31st First Lady of Haiti
- In office December 6, 1950 – December 6, 1956
- President: Paul Eugene Magloire
- Preceded by: Lucienne Heurtelou
- Succeeded by: Marguerite L. Chauvet

Personal details
- Born: July 7, 1917 La Fossette, Cap-Haitien, Haiti
- Died: June 13, 1981 (aged 63) Queens, New York], United States
- Spouse: Paul Eugene Magloire
- Relations: Jean-Jacques Dessalines Cincinnatus Leconte Florvil Hyppolite Nissage Saget
- Children: 5

= Yolette Leconte =

Marie Anne Jacques Yolette "Yole" Leconte (1917–1981) served as the First Lady of Haiti from 1950 to 1956.

== Early life ==
Yolette was the daughter of the deputy Pierre Paul francois Narces Leconte and his cousin Gabrielle Leconte, a niece of President Cincinnatus Leconte, and a descendant of Jean-Jacques Dessalines. Yolette was born and raised in La Fossette, Cap-Haitien. After her father's death in 1930, at the age of 15, her mother registered her at a boarding school of Mrs. Maud Turien at Port-au-Prince. On August 25, 1935, at a party for Quartier Morin, she met an officer named Paul Eugene Magloire. They were married less than a year later on April 18, 1936. On January 13, 1937, she gave birth to their only son Raymond Magloire at Cap-Haitien, Haiti. On June 29, 1938, she gave birth to the couple's first daughter, Elsie Magloire. On June 17, 1940, she gave birth to their second daughter, Myrtha Magloire. Later that year, she moved with her husband Paul to Port-au-Prince upon his appointment as Commandant of the National Penitentiary. While in Port-au-Prince, she gave birth to their third daughter, Paule Magloire, on March 20, 1944, and then to their last child, Yola Magloire, on June 10, 1947.

== Career and exile ==
On December 6, 1950, she became the First Lady of Haiti and 6 days later, she moved at the National Palace (Haiti).
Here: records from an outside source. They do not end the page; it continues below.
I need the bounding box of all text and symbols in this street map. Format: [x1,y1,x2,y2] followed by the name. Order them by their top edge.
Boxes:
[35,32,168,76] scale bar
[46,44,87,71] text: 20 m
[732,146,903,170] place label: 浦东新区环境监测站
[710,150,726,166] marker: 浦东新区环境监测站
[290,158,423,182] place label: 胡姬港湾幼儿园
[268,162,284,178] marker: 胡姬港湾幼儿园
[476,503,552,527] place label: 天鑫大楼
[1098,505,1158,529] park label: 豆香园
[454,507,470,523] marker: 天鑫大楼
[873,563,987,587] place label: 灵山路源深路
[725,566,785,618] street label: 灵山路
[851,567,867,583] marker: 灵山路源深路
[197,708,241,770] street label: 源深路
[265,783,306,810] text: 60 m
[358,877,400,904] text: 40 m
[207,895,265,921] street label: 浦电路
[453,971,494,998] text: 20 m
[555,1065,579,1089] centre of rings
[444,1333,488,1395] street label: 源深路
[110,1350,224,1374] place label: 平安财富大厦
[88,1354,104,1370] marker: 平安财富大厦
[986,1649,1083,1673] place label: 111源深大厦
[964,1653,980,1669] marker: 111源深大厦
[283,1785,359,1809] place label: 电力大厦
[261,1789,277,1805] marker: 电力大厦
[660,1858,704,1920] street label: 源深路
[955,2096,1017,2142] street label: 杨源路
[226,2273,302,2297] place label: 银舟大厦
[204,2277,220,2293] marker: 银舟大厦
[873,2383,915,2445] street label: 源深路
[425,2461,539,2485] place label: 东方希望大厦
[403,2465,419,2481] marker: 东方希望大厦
As First Lady, Leconte was very active in charity work, where she presided over charitable banquets, opened charity balls, inaugurated vaccination campaigns, inspected old people's hospices, visited hospitals, maternity wards and orphanages. Launched in 1951, with the opening of the Bel-Air canteen and the saline canteen, the Madame Paul E. Magloire Foundation was created to establish two solid educational and professional training institutions for young girls in Haiti, L'ecoles des arts menagers of Saint Martin and that of Cap-Haitien. On February 7, 1955, she and her husband traveled to Washington, D.C., for a State Visit, where they were welcomed by the Vice-President Richard Nixon and his wife. They were received by President Eisenhower at the White House for a State Dinner and lodged in the Lincoln Bedroom. During this trip, the Magloire's visited Nashville, Chicago, Boston and New York, where they received a ticker-tape parade on January 31, 1955. On December 12, 1956, Leconte was exiled with her husband to Kingston, Jamaica. Two weeks later she moved to Paris, France then in 1957 to Queens, New York.

== Illness and death ==
She first developed symptoms of Parkinson's disease in 1960, and then died 21 years later on June 13, 1981, in Queens, New York.